» Dataset records

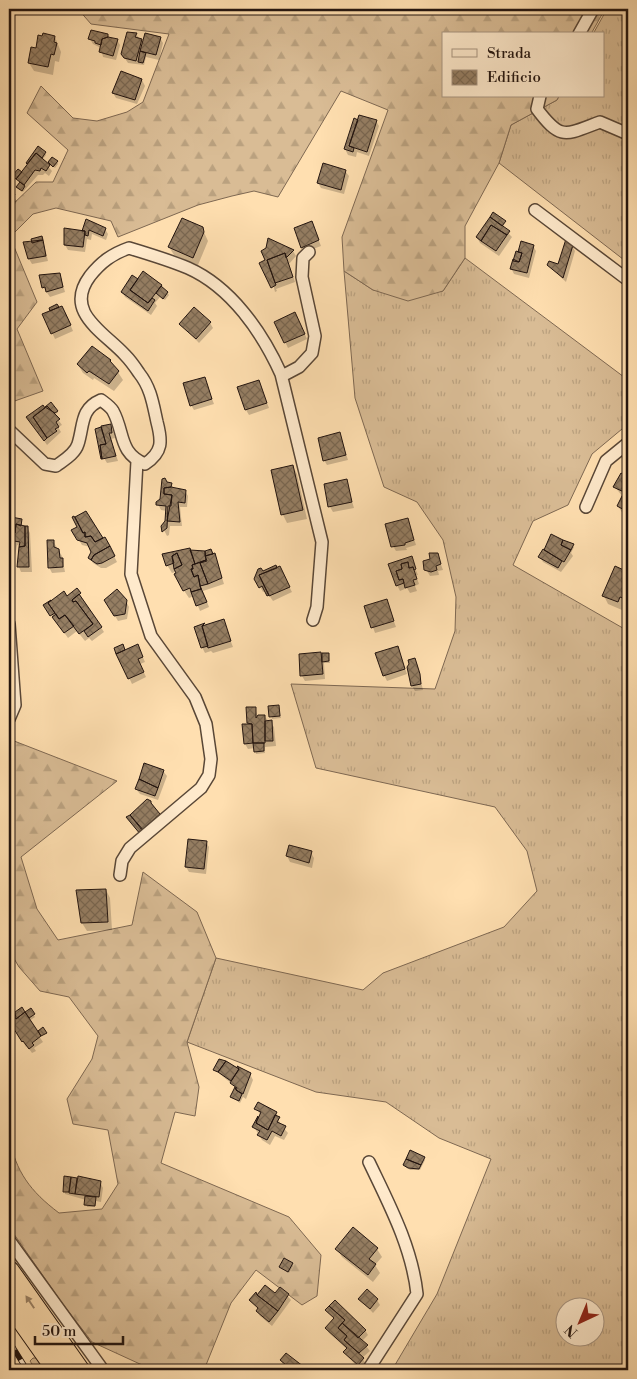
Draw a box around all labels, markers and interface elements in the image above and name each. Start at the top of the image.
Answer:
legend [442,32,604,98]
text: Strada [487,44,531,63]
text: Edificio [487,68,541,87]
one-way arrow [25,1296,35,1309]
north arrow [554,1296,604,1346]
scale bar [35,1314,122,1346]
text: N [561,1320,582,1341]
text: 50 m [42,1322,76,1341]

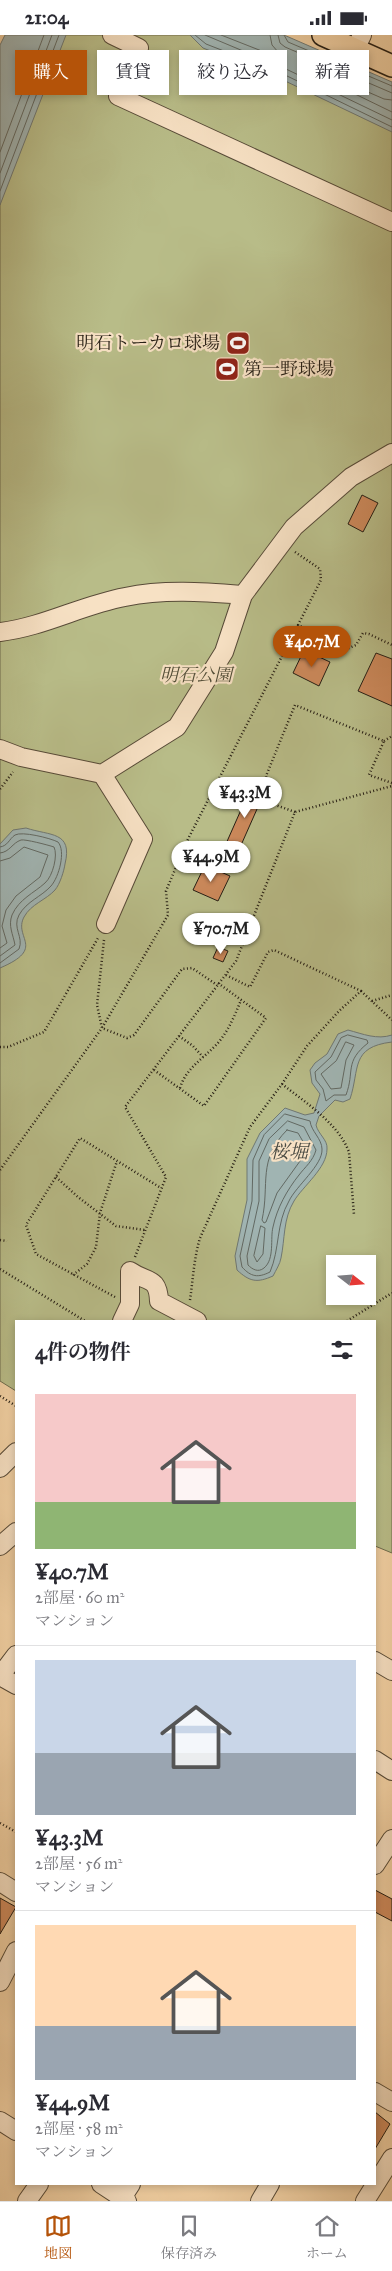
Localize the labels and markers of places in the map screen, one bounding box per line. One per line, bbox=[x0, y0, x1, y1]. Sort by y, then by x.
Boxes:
==
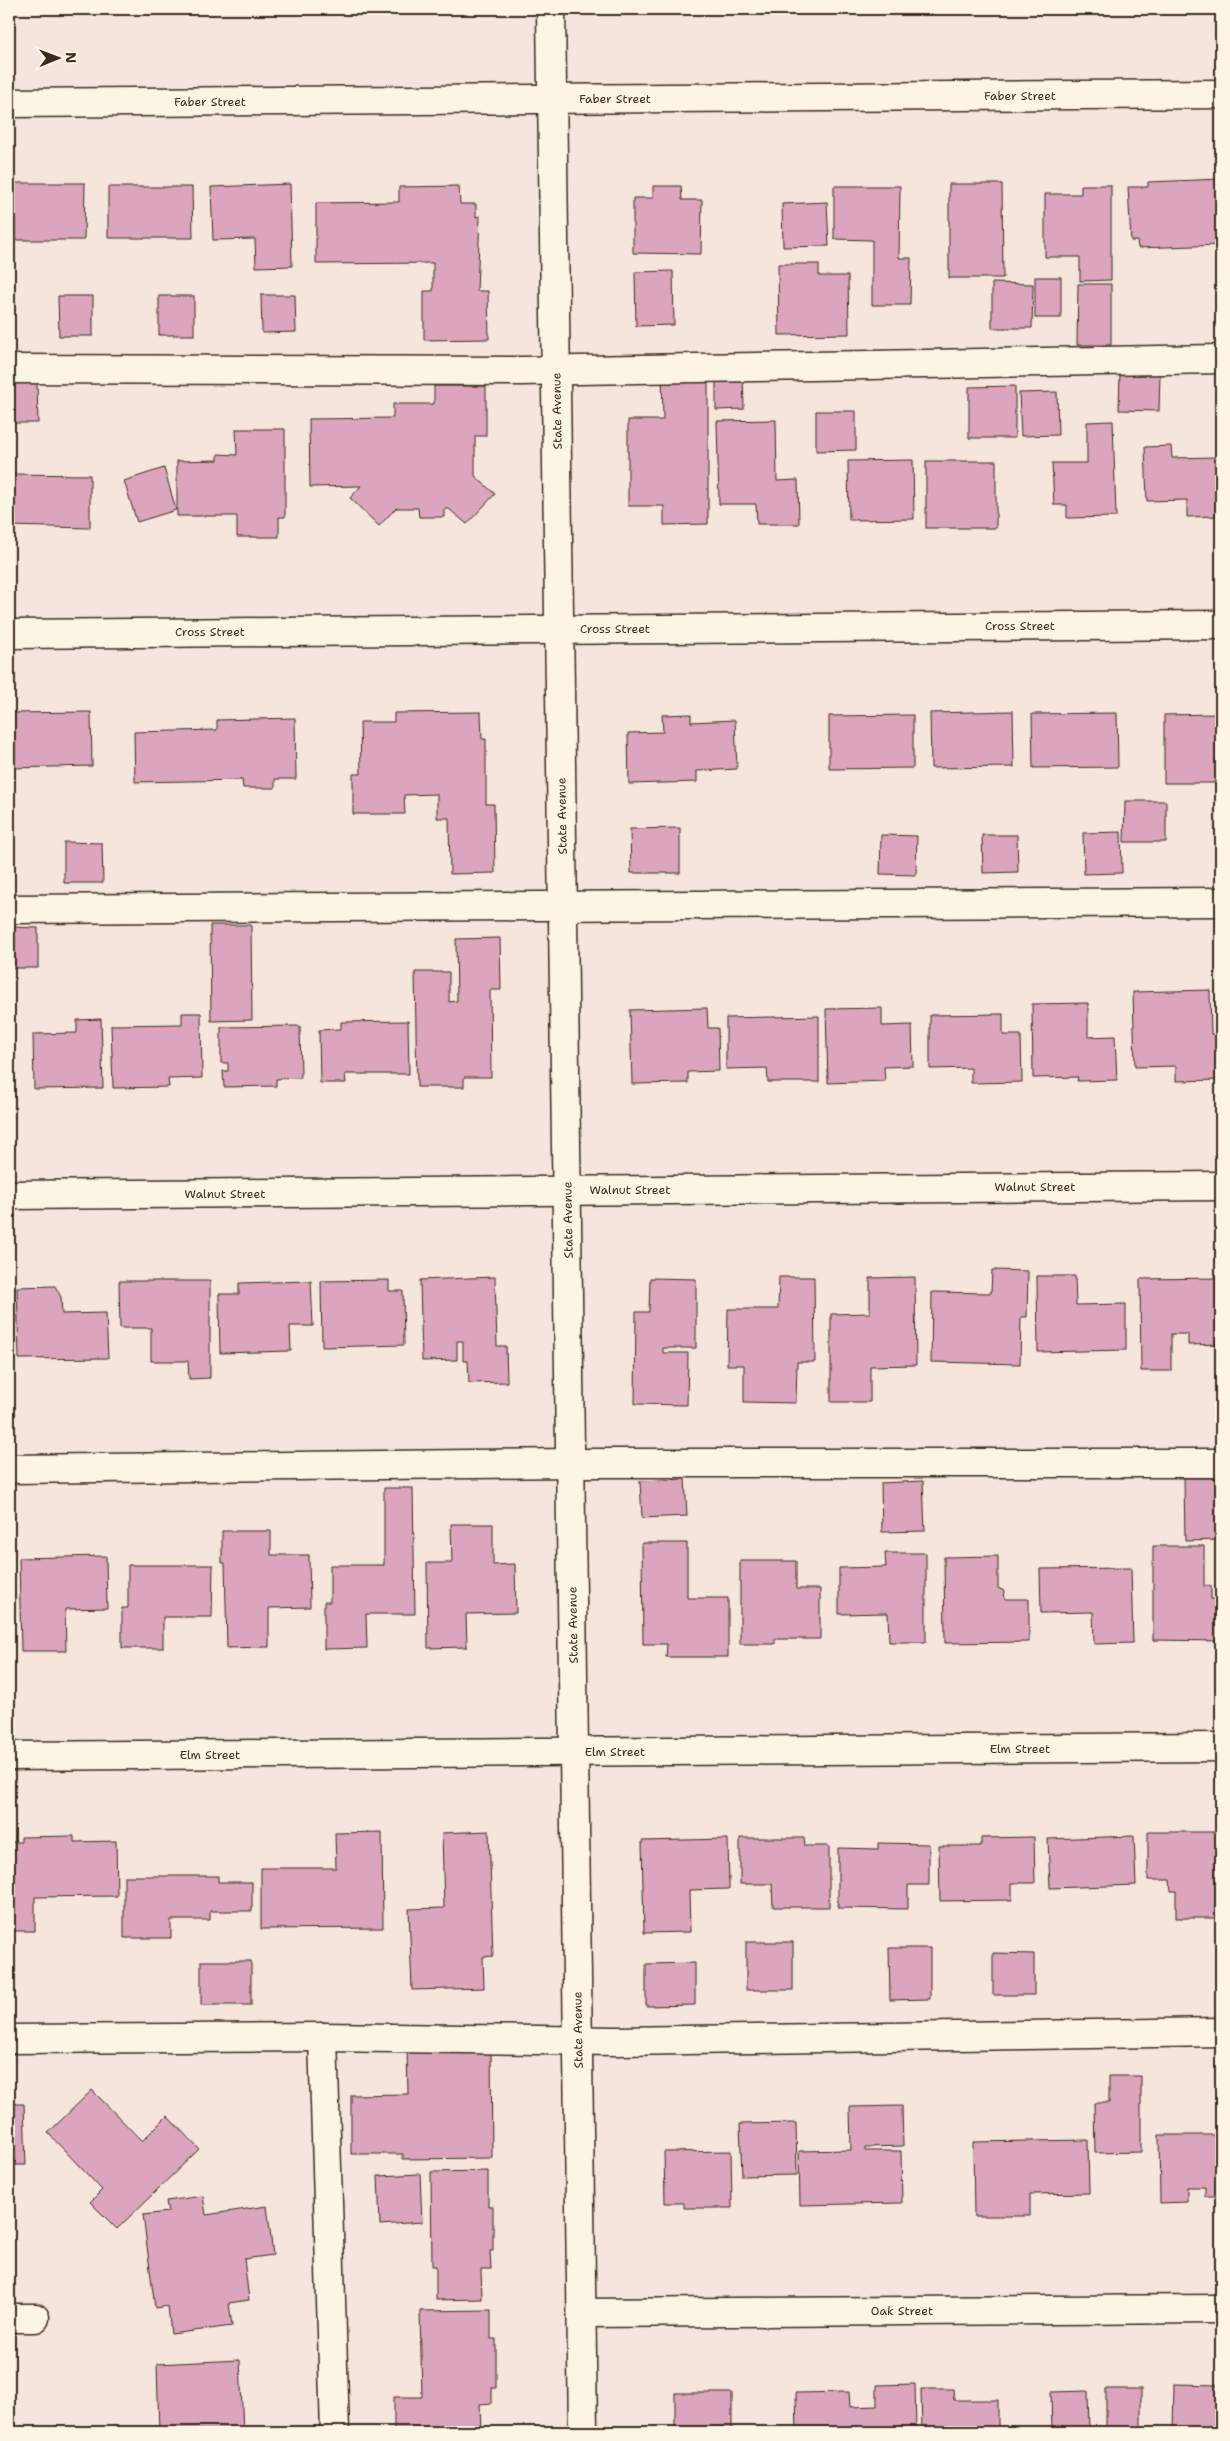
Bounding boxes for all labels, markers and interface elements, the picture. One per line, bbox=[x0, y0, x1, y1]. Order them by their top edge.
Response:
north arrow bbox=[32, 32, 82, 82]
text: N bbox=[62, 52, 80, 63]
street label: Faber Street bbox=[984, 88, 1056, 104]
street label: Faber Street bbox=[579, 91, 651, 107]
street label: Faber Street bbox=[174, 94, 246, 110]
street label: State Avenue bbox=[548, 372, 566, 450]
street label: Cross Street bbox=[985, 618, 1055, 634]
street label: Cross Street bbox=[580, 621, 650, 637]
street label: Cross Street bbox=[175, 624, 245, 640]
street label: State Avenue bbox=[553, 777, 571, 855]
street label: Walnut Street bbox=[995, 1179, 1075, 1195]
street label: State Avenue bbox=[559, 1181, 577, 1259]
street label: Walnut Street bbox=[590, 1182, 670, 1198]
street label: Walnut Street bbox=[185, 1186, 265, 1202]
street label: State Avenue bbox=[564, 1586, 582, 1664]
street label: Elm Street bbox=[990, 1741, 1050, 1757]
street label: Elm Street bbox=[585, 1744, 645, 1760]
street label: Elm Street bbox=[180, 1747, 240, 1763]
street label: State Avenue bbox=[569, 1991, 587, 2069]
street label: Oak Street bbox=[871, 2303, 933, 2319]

» Task to carry out
Lines containing the word "elements" are to be counted in the listing; state their number alone.

» Exercise solution
2